### SOURCE RECORDS
----
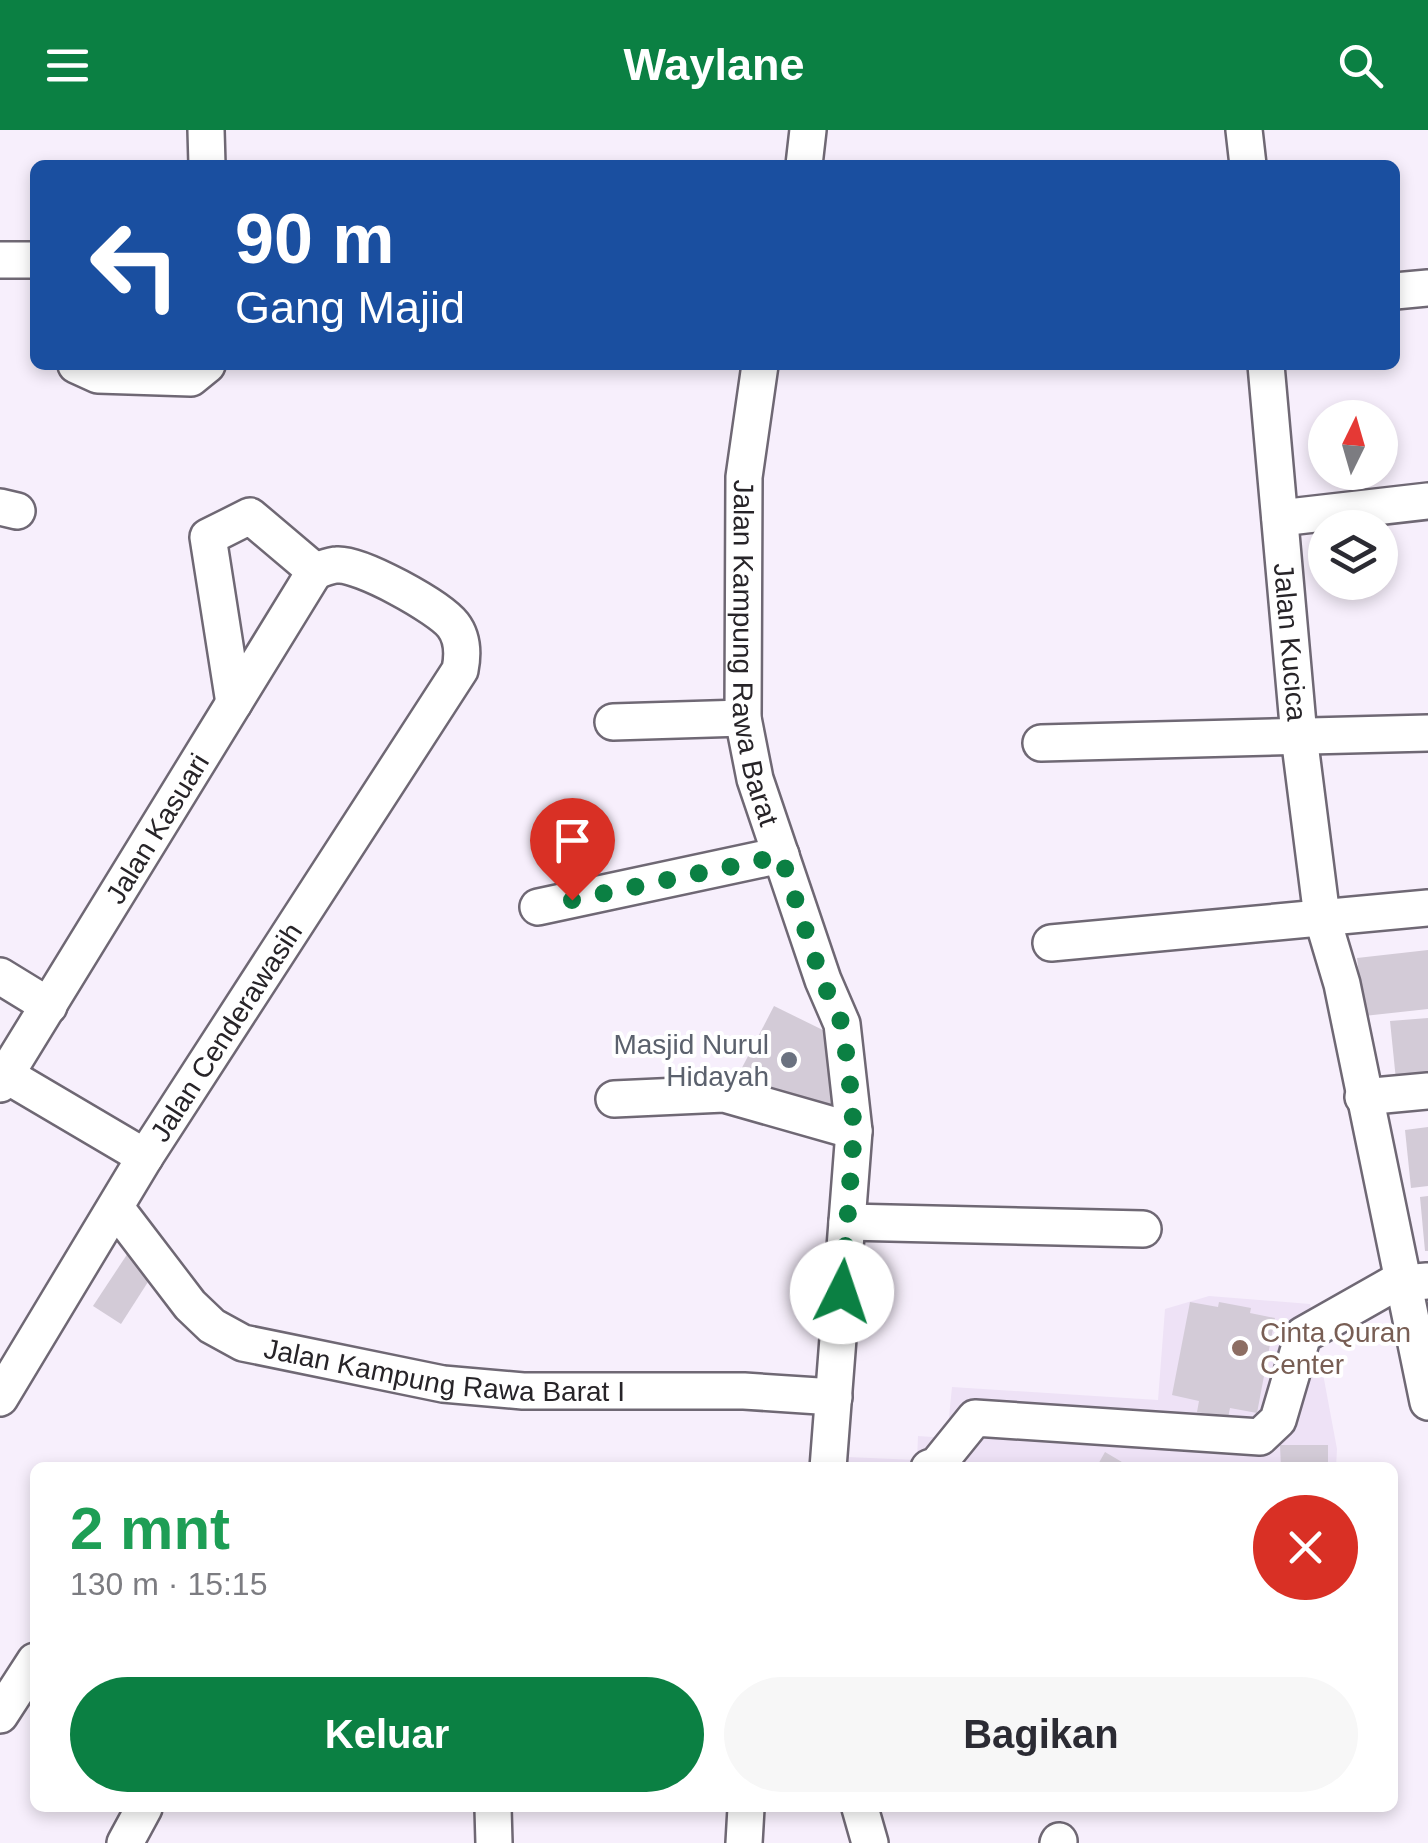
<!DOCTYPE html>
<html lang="id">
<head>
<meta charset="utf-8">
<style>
  :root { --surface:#fff; --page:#f7f7f7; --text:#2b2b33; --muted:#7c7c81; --accent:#0b8043 }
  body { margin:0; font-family:Helvetica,sans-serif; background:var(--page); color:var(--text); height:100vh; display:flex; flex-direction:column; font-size:38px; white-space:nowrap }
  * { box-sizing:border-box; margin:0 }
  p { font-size:32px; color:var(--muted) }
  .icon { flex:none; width:55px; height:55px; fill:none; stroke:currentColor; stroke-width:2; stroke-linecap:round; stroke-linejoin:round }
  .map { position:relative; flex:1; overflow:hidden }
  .drawer { position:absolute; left:30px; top:1332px; width:1368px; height:350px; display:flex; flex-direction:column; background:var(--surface); border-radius:15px; box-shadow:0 5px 15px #0003 }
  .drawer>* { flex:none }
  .hud { position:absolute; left:30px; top:30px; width:1370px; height:210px; border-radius:15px; box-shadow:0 5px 15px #0003; background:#1a4fa0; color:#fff; overflow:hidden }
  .needle { width:65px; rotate:5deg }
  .buttons { position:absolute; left:1308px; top:270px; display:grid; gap:20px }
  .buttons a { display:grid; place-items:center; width:90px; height:90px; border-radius:50%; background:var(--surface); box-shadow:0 5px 15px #0003; font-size:50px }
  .pin { position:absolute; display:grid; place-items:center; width:85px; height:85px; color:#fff; margin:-102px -42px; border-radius:50% 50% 50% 0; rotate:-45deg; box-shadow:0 0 10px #0007 }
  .pin .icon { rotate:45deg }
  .me { position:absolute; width:110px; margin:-55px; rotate:4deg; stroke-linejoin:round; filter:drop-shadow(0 0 8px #0008) }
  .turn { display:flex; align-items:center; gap:35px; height:210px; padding:0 40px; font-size:45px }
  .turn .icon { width:130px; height:130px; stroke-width:2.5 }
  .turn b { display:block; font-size:70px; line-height:85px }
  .round { display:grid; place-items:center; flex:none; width:105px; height:105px; border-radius:52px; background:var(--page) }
  .head { display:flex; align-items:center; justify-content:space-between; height:170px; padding:0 40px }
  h1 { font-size:60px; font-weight:700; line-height:75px; color:#1e9e55 }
  .button { display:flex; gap:20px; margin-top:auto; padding:20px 40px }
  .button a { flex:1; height:115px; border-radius:60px; background:var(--accent); color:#fff; font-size:40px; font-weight:700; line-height:115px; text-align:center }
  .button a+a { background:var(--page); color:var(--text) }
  header { display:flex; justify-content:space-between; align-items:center; height:130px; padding:0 40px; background:var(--accent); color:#fff; font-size:45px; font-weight:700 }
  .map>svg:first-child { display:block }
</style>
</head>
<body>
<header><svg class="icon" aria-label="menu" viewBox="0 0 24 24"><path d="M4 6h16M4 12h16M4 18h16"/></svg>Waylane<svg class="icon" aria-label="search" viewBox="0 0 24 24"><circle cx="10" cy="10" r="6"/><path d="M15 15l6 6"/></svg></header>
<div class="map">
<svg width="1428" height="1713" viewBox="0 0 1428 1713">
  <rect width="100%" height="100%" fill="#f7effc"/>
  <polygon fill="#eee2f6" points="1209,1166 1310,1174 1337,1319 1336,1337 846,1338 847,1327 917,1330 918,1306 947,1308 952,1257 1158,1270 1165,1179"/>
  <g fill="#d3cbd7">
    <polygon points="1428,820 1428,879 1364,886 1357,828"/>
    <polygon points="774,876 829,903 839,987 732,957"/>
    <polygon points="1428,888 1428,947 1396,950 1390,891"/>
    <polygon points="1428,997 1428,1056 1411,1058 1405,1000"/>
    <polygon points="1428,1066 1428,1121 1425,1121 1420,1067"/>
    <polygon points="128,1123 155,1141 121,1194 93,1176"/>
    <polygon points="1190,1172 1218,1177 1219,1172 1251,1178 1250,1183 1275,1188 1257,1283 1230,1278 1228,1288 1197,1282 1199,1271 1172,1265"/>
    <polygon points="1280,1315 1328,1315 1328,1338 1281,1338"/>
    <polygon points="1105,1322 1132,1338 1096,1338"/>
  </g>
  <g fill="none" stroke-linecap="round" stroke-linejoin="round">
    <g stroke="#6f6874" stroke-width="40">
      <g id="minor">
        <polyline points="206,0 207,35"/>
        <polyline points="1244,0 1248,35"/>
        <polyline points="804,35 808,0"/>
        <polyline points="0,130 35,130"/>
        <polyline points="1395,161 1428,158"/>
        <polyline points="76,235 98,245 191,248 207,235"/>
        <path id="s1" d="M760 235 744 347 743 588 755 649 823 850 842 894 854 1001 828 1338"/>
        <path id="s2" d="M1266 235 1299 606 1322 787 1342 854 1428 1272"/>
        <polyline points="0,377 17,381"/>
        <polyline points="1280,388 1428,371"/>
        <polyline points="234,573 208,407 250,386 315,441"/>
        <polyline points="613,592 743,588"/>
        <polyline points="1041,613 1428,603"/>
        <polyline points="538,777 781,725"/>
        <polyline points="1051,813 1428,778"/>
        <polyline points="0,846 49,876"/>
        <polyline points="6,945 145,1027"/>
        <path id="s3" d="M0 954 315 441"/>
        <polyline points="1363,967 1428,961"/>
        <polyline points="614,969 724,964 854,1001"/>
        <path id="s4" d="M116 1078 190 1175 212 1196 243 1213 443 1254 523 1261H744L834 1267"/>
        <polyline points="847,1092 1143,1099"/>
        <path id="s5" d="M0 1268 145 1027 460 540C463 525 463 508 453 495 439 477 360 433 337 435 330 435 322 439 315 441"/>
        <polyline points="929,1338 937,1335 975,1288 1260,1307 1278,1290 1303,1205 1393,1154 1427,1151"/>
        <polyline points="0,1585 35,1531"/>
        <polyline points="493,1678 494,1713"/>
        <polyline points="860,1678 870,1713"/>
        <polyline points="125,1713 144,1678"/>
        <polyline points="744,1713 746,1678"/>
        <polyline points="1058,1713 1059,1711"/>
      </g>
    </g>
    <use href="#minor" stroke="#fff" stroke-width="35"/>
  </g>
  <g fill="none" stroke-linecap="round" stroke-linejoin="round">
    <polyline stroke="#0b8043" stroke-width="18" stroke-dasharray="0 32.4" points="572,770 781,726 822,850 842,894 849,943 854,1001 842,1162"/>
  </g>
  <circle fill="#6b7280" stroke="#fff" stroke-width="4" cx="789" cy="930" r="10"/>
  <circle fill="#8d6e63" stroke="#fff" stroke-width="4" cx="1240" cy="1218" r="10"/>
  <g text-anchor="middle" stroke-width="8" stroke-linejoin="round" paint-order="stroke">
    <g font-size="28" fill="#272428" stroke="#fff">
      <text dy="10" stroke="none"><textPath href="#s2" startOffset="278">Jalan Kucica</textPath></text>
      <text dy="10" stroke="none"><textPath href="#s1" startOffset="290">Jalan Kampung Rawa Barat</textPath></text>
      <text dy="10" stroke="none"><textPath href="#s3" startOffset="300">Jalan Kasuari</textPath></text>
      <text dy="10" stroke="none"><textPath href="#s5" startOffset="430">Jalan Cenderawasih</textPath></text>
      <text dy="10" stroke="none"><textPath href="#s4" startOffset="392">Jalan Kampung Rawa Barat I</textPath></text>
    </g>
    <g font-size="28" fill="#5b616d" stroke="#fff" text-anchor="end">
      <text x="769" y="924">Masjid Nurul<tspan x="769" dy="32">Hidayah</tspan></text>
    </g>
    <g font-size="28" fill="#785e54" stroke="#fff" text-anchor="start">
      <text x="1260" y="1212">Cinta Quran<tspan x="1260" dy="32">Center</tspan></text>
    </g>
  </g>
</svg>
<div class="buttons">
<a><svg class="needle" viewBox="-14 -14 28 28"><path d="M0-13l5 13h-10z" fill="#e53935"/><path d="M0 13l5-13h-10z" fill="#7c7c81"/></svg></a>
<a><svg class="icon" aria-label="layers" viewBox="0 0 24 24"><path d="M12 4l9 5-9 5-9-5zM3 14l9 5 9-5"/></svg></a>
</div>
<div class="pin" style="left:572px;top:770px;background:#d93025"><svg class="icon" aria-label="arrive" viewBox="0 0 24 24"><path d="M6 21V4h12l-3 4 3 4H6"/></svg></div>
<svg class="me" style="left:842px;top:1162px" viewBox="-20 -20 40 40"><circle r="19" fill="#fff"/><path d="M0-13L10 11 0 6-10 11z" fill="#0b8043"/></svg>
<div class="hud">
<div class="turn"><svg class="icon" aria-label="left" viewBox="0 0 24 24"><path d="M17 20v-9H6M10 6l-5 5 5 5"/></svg><div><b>90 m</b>Gang Majid</div></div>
</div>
<section class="drawer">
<div class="head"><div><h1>2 mnt</h1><p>130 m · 15:15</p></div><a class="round" style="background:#d93025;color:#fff"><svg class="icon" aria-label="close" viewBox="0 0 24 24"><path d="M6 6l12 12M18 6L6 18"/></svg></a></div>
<div class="button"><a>Keluar</a><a>Bagikan</a></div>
</section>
</div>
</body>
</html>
----
### PROBLEM STATEMENT
An exact copy is needed of only the lines from the top of the material through the line with "position:absolute; left:1308px; top:270px;"; no pictures belong in it.

### ANSWER BELOW
<!DOCTYPE html>
<html lang="id">
<head>
<meta charset="utf-8">
<style>
  :root { --surface:#fff; --page:#f7f7f7; --text:#2b2b33; --muted:#7c7c81; --accent:#0b8043 }
  body { margin:0; font-family:Helvetica,sans-serif; background:var(--page); color:var(--text); height:100vh; display:flex; flex-direction:column; font-size:38px; white-space:nowrap }
  * { box-sizing:border-box; margin:0 }
  p { font-size:32px; color:var(--muted) }
  .icon { flex:none; width:55px; height:55px; fill:none; stroke:currentColor; stroke-width:2; stroke-linecap:round; stroke-linejoin:round }
  .map { position:relative; flex:1; overflow:hidden }
  .drawer { position:absolute; left:30px; top:1332px; width:1368px; height:350px; display:flex; flex-direction:column; background:var(--surface); border-radius:15px; box-shadow:0 5px 15px #0003 }
  .drawer>* { flex:none }
  .hud { position:absolute; left:30px; top:30px; width:1370px; height:210px; border-radius:15px; box-shadow:0 5px 15px #0003; background:#1a4fa0; color:#fff; overflow:hidden }
  .needle { width:65px; rotate:5deg }
  .buttons { position:absolute; left:1308px; top:270px; display:grid; gap:20px }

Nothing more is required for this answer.